Key Takeaways From Trump's SOTU Address

Ann Coulter was not impressed
By Rob Quinn,  Newser Staff
Posted Feb 6, 2019 2:48 AM CST
Updated Feb 6, 2019 6:44 AM CST
Key Takeaways From Trump's SOTU Address
Members of Congress cheer after President Trump acknowledges more women in Congress during his State of the Union address to a joint session of Congress on Capitol Hill in Washington, Tuesday, Feb. 5, 2019.   (AP Photo/J. Scott Applewhite)

President Trump's State of the Union address "showed this president growing in this job," an approving House Minority Leader Kevin McCarthy said after Trump's address to Congress Tuesday night. Democrats, however, said Trump's second SOTU address followed a now-familiar pattern: Soaring calls for bipartisanship coupled with digs at Democrats and an unyielding stance on major issues. "We must reject the politics of revenge, resistance, and retribution—and embrace the boundless potential of cooperation, compromise, and the common good," he said. Some key takeaways:

  • "Harsh lecture" on immigration. After saying Americans hoped "we would govern not as two parties but one nation," Trump returned to the divisive issue of border security, delivering what the Wall Street Journal calls a "notably harsh lecture on the evils of illegal immigration." He did not mention any deal involving legal status for Dreamers and did not, as some had expected, declare a national emergency in order to build a border wall, though he promised: "I will get it built."

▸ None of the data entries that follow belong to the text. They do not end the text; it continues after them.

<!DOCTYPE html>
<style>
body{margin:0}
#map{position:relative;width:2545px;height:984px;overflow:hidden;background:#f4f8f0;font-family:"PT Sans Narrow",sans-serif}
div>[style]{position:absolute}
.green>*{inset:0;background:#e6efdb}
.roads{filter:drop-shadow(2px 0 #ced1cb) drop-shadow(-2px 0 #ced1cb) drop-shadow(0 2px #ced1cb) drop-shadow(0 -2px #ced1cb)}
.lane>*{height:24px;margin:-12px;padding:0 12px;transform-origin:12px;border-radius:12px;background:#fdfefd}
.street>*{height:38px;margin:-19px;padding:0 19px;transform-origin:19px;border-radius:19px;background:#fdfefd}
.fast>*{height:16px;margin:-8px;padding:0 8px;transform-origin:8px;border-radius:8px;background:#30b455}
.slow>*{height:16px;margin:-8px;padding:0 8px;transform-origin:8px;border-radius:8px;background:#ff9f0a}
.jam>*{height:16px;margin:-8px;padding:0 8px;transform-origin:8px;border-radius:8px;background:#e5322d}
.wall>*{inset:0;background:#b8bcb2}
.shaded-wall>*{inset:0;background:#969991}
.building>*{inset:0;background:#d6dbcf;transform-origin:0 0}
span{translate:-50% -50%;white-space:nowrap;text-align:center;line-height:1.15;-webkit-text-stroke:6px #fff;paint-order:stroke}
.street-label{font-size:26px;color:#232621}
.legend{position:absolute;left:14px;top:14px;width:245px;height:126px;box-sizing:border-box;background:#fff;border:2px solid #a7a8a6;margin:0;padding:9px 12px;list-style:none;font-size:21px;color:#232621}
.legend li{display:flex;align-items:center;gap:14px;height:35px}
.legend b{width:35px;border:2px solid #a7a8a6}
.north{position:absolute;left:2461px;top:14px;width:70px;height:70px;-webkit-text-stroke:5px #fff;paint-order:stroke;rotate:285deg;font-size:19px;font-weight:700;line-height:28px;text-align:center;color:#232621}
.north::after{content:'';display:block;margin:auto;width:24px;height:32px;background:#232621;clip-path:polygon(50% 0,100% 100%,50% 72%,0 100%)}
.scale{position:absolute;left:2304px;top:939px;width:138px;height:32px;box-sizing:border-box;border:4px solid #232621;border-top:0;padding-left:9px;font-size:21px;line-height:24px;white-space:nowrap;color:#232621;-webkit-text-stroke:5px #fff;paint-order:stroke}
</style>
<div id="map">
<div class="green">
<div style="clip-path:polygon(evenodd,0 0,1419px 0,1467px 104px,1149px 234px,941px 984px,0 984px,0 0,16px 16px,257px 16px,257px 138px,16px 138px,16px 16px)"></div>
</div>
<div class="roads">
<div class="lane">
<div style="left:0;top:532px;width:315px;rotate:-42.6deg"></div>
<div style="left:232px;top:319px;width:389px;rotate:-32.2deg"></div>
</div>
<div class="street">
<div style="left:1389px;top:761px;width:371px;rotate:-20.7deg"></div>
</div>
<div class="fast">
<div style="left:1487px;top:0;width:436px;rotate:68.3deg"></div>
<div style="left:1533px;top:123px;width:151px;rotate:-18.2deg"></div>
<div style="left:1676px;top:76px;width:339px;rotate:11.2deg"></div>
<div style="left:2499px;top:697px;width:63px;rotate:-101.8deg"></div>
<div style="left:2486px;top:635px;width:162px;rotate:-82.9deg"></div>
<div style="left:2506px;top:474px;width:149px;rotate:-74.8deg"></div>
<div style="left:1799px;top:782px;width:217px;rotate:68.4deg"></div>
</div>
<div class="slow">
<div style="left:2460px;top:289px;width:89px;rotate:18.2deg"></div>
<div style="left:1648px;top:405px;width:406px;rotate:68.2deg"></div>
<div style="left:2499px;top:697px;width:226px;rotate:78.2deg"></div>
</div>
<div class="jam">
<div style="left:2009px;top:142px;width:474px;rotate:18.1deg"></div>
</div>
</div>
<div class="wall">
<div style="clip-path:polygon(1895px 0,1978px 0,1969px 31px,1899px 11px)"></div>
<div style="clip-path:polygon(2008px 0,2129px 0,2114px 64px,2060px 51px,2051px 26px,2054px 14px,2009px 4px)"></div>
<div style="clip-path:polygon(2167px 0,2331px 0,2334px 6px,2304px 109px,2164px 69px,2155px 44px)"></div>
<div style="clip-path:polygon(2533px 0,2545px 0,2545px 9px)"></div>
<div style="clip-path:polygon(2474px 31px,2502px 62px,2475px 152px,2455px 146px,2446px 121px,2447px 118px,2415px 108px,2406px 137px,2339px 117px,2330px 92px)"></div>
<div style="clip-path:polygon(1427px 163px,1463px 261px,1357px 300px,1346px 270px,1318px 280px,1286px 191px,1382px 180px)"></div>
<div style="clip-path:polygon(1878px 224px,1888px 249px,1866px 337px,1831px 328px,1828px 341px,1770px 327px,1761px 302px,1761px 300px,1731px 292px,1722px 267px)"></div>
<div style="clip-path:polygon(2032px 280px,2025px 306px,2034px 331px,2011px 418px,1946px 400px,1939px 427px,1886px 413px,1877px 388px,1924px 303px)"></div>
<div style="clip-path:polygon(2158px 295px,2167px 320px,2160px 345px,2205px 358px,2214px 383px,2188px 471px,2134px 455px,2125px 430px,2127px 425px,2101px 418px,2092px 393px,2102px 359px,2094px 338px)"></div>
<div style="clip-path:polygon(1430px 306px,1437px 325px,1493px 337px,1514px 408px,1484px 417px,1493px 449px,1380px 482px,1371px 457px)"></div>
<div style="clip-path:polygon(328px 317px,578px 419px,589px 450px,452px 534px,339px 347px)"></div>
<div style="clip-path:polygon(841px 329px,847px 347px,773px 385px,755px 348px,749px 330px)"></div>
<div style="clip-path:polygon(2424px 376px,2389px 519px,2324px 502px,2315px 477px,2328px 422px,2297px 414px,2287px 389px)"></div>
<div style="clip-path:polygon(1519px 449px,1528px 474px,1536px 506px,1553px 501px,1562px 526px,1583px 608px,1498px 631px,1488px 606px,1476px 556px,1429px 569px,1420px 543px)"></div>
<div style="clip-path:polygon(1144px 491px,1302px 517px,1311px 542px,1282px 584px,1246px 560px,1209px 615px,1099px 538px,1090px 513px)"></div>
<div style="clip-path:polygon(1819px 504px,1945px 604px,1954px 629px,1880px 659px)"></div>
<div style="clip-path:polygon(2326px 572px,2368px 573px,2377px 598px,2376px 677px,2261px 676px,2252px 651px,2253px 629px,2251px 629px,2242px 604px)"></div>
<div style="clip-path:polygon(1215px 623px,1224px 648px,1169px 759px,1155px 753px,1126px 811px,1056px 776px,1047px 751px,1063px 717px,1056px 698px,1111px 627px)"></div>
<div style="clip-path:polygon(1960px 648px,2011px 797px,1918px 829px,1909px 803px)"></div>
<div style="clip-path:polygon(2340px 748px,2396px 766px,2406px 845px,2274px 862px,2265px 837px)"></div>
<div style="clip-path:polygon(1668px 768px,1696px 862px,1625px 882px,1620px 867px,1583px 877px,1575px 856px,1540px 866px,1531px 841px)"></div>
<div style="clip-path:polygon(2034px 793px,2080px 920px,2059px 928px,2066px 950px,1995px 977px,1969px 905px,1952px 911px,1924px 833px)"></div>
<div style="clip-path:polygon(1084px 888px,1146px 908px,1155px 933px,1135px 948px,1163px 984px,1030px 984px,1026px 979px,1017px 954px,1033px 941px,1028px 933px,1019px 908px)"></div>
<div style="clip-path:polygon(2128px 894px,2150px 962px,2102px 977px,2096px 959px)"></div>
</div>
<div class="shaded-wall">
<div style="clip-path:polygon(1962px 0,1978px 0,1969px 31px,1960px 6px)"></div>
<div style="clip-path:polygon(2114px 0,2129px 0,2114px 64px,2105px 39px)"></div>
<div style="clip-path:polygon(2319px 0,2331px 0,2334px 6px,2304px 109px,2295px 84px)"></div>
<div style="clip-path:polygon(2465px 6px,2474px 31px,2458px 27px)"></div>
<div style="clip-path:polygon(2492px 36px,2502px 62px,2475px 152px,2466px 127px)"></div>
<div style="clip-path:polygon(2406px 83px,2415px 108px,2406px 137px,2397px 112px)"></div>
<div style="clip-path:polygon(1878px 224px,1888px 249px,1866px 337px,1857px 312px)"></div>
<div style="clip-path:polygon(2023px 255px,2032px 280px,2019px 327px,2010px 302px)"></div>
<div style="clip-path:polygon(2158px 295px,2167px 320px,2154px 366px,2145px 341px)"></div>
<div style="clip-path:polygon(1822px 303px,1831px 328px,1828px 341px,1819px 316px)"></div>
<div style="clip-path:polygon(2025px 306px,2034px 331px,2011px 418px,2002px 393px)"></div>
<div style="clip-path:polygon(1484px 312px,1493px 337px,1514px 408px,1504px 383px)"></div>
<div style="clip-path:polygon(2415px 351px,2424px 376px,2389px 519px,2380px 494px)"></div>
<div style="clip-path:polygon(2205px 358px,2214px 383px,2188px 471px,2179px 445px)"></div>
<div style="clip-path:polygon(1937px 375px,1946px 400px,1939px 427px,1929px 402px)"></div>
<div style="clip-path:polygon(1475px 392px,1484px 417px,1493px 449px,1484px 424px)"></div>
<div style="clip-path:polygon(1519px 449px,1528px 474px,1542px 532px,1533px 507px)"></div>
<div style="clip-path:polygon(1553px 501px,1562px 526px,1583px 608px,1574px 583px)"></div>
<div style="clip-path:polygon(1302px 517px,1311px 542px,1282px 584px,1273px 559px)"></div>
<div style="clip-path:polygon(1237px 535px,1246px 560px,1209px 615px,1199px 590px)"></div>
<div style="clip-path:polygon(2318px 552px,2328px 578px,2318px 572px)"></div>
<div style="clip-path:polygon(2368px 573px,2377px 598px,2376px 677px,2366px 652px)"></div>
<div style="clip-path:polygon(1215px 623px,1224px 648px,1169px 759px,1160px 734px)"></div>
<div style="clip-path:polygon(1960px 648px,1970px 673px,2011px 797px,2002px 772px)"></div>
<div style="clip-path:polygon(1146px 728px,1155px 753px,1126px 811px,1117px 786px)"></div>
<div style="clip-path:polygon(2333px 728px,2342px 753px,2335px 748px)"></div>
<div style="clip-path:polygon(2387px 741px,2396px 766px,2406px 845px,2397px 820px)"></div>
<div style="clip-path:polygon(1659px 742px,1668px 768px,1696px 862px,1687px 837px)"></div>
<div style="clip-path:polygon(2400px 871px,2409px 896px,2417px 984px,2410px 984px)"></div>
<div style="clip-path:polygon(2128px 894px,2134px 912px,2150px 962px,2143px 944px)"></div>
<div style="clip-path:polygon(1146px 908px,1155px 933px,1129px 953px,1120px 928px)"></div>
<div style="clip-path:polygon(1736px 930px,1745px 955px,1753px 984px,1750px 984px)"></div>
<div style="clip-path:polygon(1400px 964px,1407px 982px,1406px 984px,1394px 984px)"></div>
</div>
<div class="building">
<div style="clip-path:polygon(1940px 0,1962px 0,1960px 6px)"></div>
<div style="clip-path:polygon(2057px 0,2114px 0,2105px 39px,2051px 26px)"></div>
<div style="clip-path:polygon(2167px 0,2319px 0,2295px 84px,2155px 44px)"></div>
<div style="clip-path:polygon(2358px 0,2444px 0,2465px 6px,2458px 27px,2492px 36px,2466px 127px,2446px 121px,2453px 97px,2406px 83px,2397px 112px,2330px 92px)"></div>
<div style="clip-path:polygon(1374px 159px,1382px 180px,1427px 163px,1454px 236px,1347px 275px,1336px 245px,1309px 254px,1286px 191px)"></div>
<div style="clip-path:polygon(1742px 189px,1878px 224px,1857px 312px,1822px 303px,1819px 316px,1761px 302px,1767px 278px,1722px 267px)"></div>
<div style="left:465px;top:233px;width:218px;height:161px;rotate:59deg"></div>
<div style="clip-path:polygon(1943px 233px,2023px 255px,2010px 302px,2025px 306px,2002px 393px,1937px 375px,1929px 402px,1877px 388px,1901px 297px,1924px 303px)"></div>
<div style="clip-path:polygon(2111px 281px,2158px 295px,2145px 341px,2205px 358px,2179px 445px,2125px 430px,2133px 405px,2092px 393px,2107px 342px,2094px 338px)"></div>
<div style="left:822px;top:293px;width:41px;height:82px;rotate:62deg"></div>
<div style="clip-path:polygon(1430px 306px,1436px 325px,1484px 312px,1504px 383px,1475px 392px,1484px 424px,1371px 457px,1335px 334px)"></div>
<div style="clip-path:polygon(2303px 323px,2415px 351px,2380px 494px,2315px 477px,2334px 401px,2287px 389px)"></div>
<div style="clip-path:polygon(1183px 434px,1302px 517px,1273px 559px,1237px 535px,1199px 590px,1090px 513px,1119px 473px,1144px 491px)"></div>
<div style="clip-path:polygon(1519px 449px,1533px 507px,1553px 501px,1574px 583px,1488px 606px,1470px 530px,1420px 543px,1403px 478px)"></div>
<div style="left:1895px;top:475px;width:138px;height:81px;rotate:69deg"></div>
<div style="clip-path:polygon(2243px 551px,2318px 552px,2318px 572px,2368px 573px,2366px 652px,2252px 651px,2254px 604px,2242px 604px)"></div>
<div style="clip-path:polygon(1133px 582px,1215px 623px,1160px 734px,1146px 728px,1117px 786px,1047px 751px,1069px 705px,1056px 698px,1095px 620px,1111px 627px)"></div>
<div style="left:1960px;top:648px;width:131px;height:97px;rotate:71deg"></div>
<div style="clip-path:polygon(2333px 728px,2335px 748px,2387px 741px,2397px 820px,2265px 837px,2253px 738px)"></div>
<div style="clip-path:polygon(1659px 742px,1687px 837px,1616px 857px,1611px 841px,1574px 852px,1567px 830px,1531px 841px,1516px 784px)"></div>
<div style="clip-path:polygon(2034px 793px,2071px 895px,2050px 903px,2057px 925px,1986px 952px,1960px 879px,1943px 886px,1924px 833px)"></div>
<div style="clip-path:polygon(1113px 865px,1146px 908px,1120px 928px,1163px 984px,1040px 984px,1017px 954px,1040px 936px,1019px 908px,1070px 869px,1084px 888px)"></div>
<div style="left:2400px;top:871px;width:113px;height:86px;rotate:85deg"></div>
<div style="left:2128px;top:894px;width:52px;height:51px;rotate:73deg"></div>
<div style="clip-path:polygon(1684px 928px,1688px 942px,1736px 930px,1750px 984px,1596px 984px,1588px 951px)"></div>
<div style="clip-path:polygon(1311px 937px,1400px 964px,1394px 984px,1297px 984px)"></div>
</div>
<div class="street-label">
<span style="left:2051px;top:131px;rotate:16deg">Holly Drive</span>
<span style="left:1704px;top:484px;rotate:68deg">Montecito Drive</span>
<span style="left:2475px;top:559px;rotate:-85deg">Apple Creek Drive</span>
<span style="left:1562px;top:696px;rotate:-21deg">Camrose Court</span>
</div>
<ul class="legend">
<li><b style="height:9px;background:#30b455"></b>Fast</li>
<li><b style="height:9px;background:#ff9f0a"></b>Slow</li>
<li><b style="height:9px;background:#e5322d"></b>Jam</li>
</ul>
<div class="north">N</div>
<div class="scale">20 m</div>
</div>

  • Possible areas of compromise. Trump highlighted two areas of possible compromise, calling for renewed efforts to fix "crumbling infrastructure" and to do something about prescription drug prices, the Washington Post reports. "It is unacceptable that Americans pay vastly more than people in other countries for the exact same drugs, often made in the exact same place," he said. "This is wrong, unfair, and together we can stop it."
  • An appeal to the base. The president gave his conservative Christian base something to cheer about with a call to limit late-term abortions, the AP reports. "These are living, feeling, beautiful babies who will never get the chance to share their love and dreams with the world," he said.
  • No more "endless wars." Trump spoke of peace talks with the Taliban in Afghanistan and defended his decision to pull US troops from Syria, the Guardian reports. "As a candidate for president, I pledged a new approach," he said. "Great nations do not fight endless wars."
  • 2020 preview. In what the Guardian sees as a preview of 2020 election themes, Trump said Americans were "alarmed" by talk of socialism. "Tonight, we renew our resolve that America will never be a socialist country," he said. He also warned that "ridiculous partisan investigations" could hurt America's prosperity.

  • Good behavior.There was plenty of sighing and eye-rolling among Democrats during some of Trump's more controversial remarks, but no heckling, the AP reports. Lawmakers from both parties sang "Happy Birthday" to an 82-year-old man who survived both the Holocaust and last year's mass shooting at a Pittsburgh synagogue. In another light moment, newly elected female House Democrats, dressed in white to honor suffragettes, stood up and cheered when Trump spoke of having created jobs for women. "You weren't supposed to do that," the president said.
  • Democrats were not impressed. Democrats slammed the address as very far from bipartisan, Politico reports. "I heard no unity tonight. Even the issues on which I think there should be a bipartisan basis, taking on the high cost of drugs, doing a significant investment in infrastructure, we heard no details and no plan," said Oregon's Sen. Jeff Merkley. "We heard the same empty campaign style rhetoric we've heard before." Hawaii's Sen. Mazie Hirono simply said: "WTF."
  • Neither was Ann Coulter. Coulter, who has recently stepped up her criticism of Trump, slammed the "Oprah-like" speech in numerous scathing tweets, Mediaite reports."This was the lamest, sappiest, most intentionally tear-jerking SOTU ever," she tweeted. "Please fire your speechwriter." She also slammed Trump for not devoting enough time to the border wall, saying he "had better be breaking ground tomorrow."